Optimal skill tree growth

I recently purchased the game “Marvel’s Spider-Man” for PlayStation 4. The game has an interesting skill tree feature. It works like this:

Each character level unlocks a skill point which may be used to unlock a skill in the skill tree. A skill may only be unlocked once its parent is unlocked, and at the end of the game the character has enough skill points to unlock every skill.

Below is a figure showing the in-game representation of the skill tree.

Some skills are considered better than others. For instance, the article Focus on Getting These 16 Best Skills in ‘Spider-Man’ PS4 Right Away urges us to unlock some essential skills as fast as possible. We assume that the values associated with skills are independent, e.g., the value of unlocking skill A and skill B together is the sum of the values, even if they mutually benefit each other in actual gameplay. Knowing that some skills are better than others, we can ask ourselves the following question:

In what order should we unlock skills to maximize utility?

In this article we formalize this problem, formulate it as an optimization problem and solve it as a Mixed Integer Program (MIP). We also sketch a graph search algorithm.

The figure below shows a graph of the in-game skill tree, with an added root vertex.

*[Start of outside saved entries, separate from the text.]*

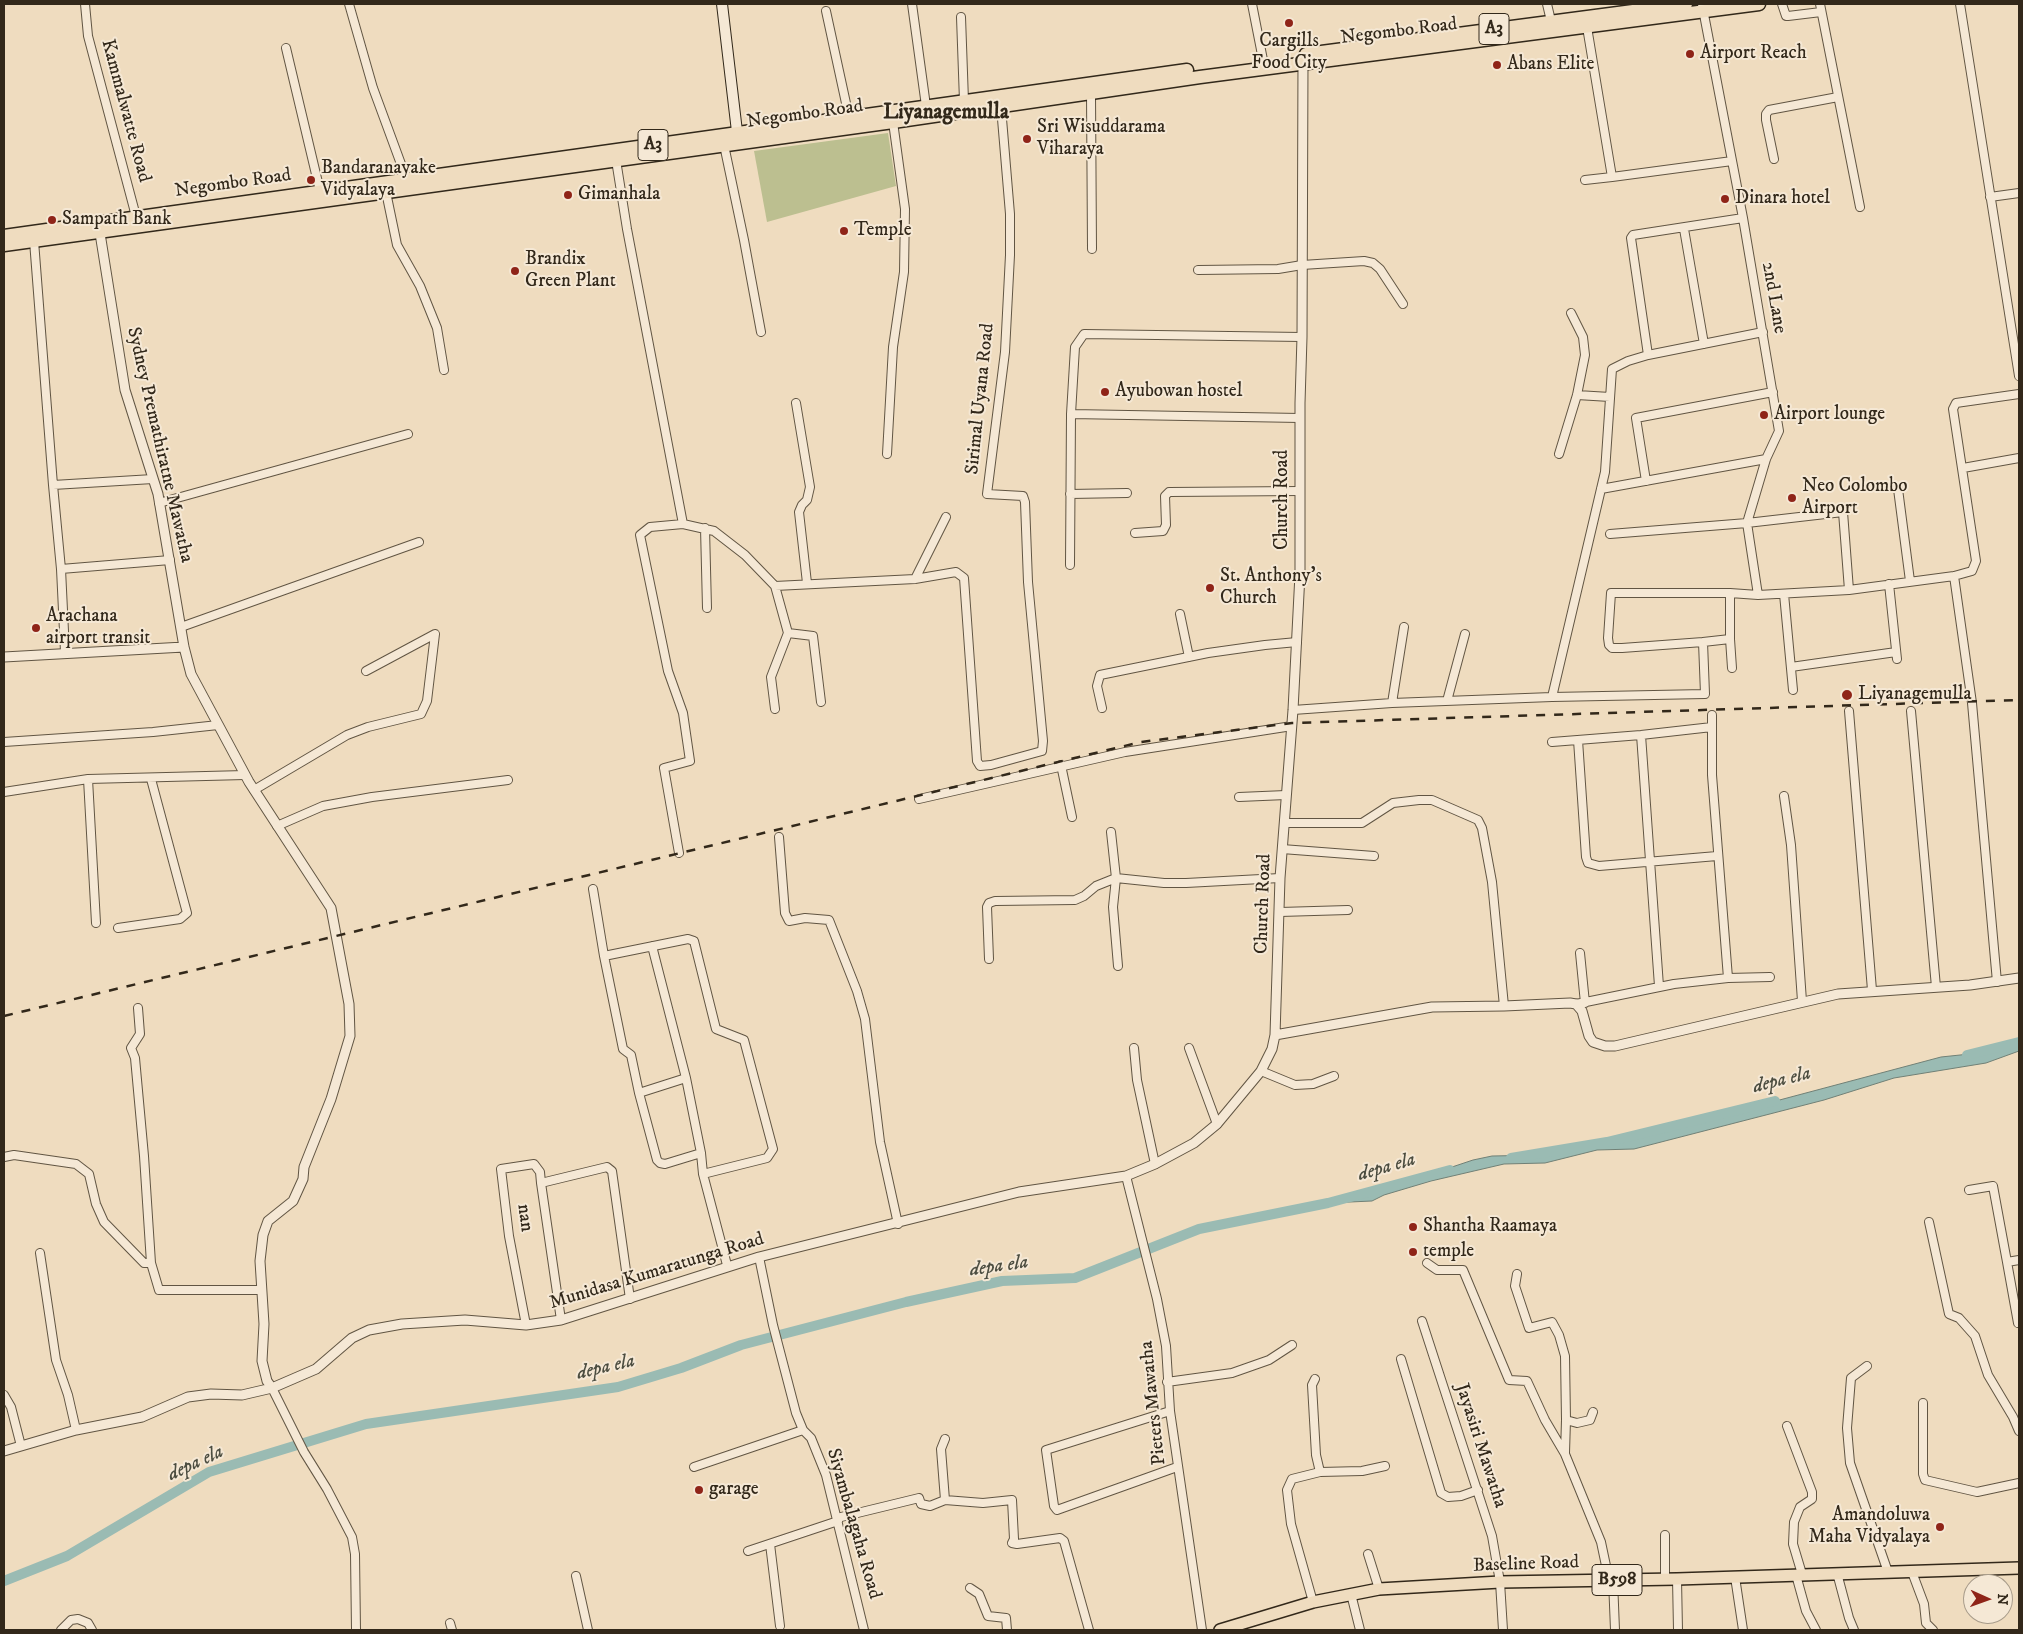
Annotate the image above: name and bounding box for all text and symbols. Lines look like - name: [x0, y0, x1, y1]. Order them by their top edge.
- road number: A3: [1479, 13, 1509, 44]
- street label: Negombo Road: [1339, 14, 1459, 50]
- marker: Cargills Food City: [1283, 17, 1295, 29]
- place label: Cargills Food City: [1251, 31, 1327, 75]
- street label: Kammalwatte Road: [95, 37, 155, 185]
- place label: Airport Reach: [1700, 43, 1807, 65]
- marker: Airport Reach: [1684, 48, 1696, 60]
- place label: Abans Elite: [1507, 54, 1594, 76]
- marker: Abans Elite: [1491, 59, 1503, 71]
- street label: Negombo Road: [745, 96, 865, 134]
- district label: Liyanagemulla: [883, 101, 1009, 127]
- place label: Sri Wisuddarama Viharaya: [1037, 117, 1165, 161]
- road number: A3: [638, 130, 668, 160]
- marker: Sri Wisuddarama Viharaya: [1021, 133, 1033, 145]
- place label: Bandaranayake Vidyalaya: [321, 158, 436, 202]
- street label: Negombo Road: [173, 165, 293, 203]
- marker: Bandaranayake Vidyalaya: [305, 174, 317, 186]
- place label: Gimanhala: [578, 184, 660, 206]
- place label: Dinara hotel: [1735, 188, 1830, 210]
- marker: Gimanhala: [562, 189, 574, 201]
- marker: Dinara hotel: [1719, 193, 1731, 205]
- place label: Sampath Bank: [62, 209, 171, 231]
- marker: Sampath Bank: [46, 214, 58, 226]
- place label: Temple: [854, 220, 912, 242]
- marker: Temple: [838, 225, 850, 237]
- place label: Brandix Green Plant: [525, 249, 616, 293]
- street label: 2nd Lane: [1755, 260, 1791, 336]
- marker: Brandix Green Plant: [509, 265, 521, 277]
- street label: Sirimal Uyana Road: [962, 322, 1000, 476]
- street label: Sydney Premathiratne Mawatha: [121, 325, 197, 565]
- place label: Ayubowan hostel: [1115, 381, 1242, 403]
- marker: Ayubowan hostel: [1099, 386, 1111, 398]
- place label: Airport lounge: [1774, 404, 1885, 426]
- marker: Airport lounge: [1758, 409, 1770, 421]
- street label: Church Road: [1272, 450, 1294, 550]
- place label: Neo Colombo Airport: [1802, 476, 1907, 520]
- marker: Neo Colombo Airport: [1786, 492, 1798, 504]
- place label: St. Anthony's Church: [1220, 566, 1322, 610]
- marker: St. Anthony's Church: [1204, 582, 1216, 594]
- place label: Arachana airport transit: [46, 606, 150, 650]
- marker: Arachana airport transit: [30, 622, 42, 634]
- place label: Liyanagemulla: [1858, 684, 1972, 706]
- marker: Liyanagemulla: [1840, 688, 1854, 702]
- street label: Church Road: [1251, 854, 1277, 954]
- water label: depa ela: [1751, 1062, 1813, 1100]
- water label: depa ela: [1355, 1148, 1419, 1188]
- street label: nan: [511, 1203, 537, 1233]
- place label: Shantha Raamaya: [1423, 1216, 1557, 1238]
- marker: Shantha Raamaya: [1407, 1221, 1419, 1233]
- street label: Munidasa Kumaratunga Road: [547, 1229, 767, 1315]
- place label: temple: [1423, 1241, 1474, 1263]
- marker: temple: [1407, 1246, 1419, 1258]
- water label: depa ela: [968, 1251, 1030, 1283]
- street label: Pieters Mawatha: [1136, 1340, 1172, 1466]
- water label: depa ela: [575, 1350, 637, 1386]
- street label: Jayasiri Mawatha: [1449, 1381, 1511, 1511]
- water label: depa ela: [164, 1441, 228, 1487]
- street label: Siyambalagaha Road: [821, 1446, 885, 1602]
- place label: garage: [709, 1479, 759, 1501]
- marker: garage: [693, 1484, 705, 1496]
- place label: Amandoluwa Maha Vidyalaya: [1808, 1505, 1930, 1549]
- marker: Amandoluwa Maha Vidyalaya: [1934, 1521, 1946, 1533]
- street label: Baseline Road: [1473, 1552, 1579, 1578]
- road number: B598: [1592, 1564, 1642, 1596]
- north arrow: [1963, 1574, 2013, 1624]
- text: N: [1993, 1593, 2011, 1606]

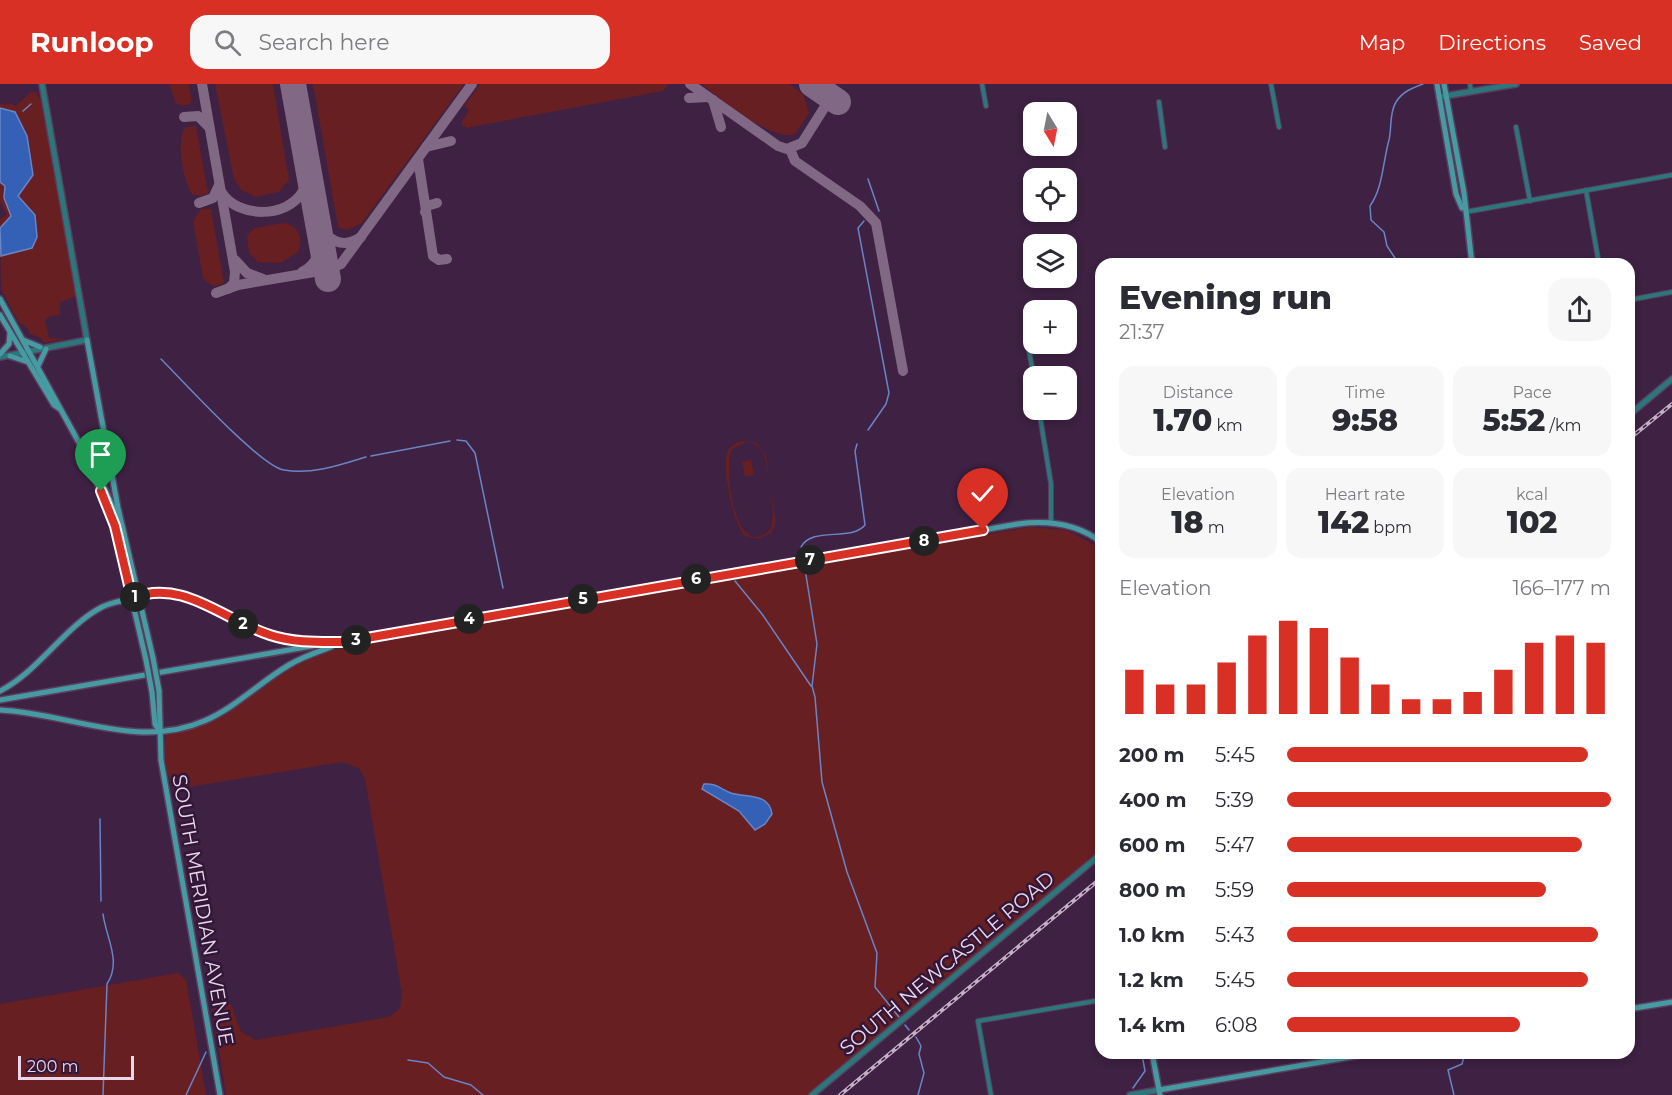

The 16 best skills according to the article mentioned above are shaded in light blue. There are many ways to grow the skill tree as we level up the character. Although finding the best way to unlock skills is hardly a serious problem, completely analogous problems appear in project management and decision challenges. In these scenarios finding the best plan might have real economic value.

Table of contents

Utility function

In this section we formalize a natural utility function to optimize. Every skill is a vertex in the graph, and with every vertex \(i=1, 2, \ldots, N\) we associate a non-negative value \(v_i\). When a skill is unlocked we derive utility from its value for the rest of the game time, and eventually we level up to the maximum level and unlock every skill.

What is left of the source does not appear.